The records:
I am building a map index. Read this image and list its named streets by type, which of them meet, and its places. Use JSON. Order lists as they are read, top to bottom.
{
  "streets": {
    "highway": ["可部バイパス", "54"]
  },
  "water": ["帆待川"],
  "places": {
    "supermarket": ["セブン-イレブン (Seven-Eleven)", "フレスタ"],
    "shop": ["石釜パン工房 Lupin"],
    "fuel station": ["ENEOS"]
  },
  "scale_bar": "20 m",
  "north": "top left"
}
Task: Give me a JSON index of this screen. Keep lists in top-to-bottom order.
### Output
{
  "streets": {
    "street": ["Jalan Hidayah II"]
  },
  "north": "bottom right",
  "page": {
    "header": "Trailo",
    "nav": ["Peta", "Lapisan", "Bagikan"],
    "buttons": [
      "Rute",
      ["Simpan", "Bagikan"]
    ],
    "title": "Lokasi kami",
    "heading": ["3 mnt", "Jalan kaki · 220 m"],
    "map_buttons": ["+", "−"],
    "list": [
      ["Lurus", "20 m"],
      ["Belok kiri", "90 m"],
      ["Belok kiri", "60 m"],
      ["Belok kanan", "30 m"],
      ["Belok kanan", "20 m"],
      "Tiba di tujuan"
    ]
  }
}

* * *

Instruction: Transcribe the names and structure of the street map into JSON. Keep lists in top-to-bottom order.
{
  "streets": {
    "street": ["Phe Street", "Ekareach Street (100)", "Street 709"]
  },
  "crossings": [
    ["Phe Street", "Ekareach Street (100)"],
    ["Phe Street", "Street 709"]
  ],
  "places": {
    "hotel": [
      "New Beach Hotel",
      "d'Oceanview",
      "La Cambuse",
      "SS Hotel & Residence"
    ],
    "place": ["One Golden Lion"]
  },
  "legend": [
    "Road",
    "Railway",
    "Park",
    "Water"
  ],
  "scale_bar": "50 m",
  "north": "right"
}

Exercise requirements: Beginning with the line that has "I am building" and ending with the line that has "Task: Give me", set down the lines above exactly and include no others.

Result for this exercise:
I am building a map index. Read this image and list its named streets by type, which of them meet, and its places. Use JSON. Order lists as they are read, top to bottom.
{
  "streets": {
    "highway": ["可部バイパス", "54"]
  },
  "water": ["帆待川"],
  "places": {
    "supermarket": ["セブン-イレブン (Seven-Eleven)", "フレスタ"],
    "shop": ["石釜パン工房 Lupin"],
    "fuel station": ["ENEOS"]
  },
  "scale_bar": "20 m",
  "north": "top left"
}
Task: Give me a JSON index of this screen. Keep lists in top-to-bottom order.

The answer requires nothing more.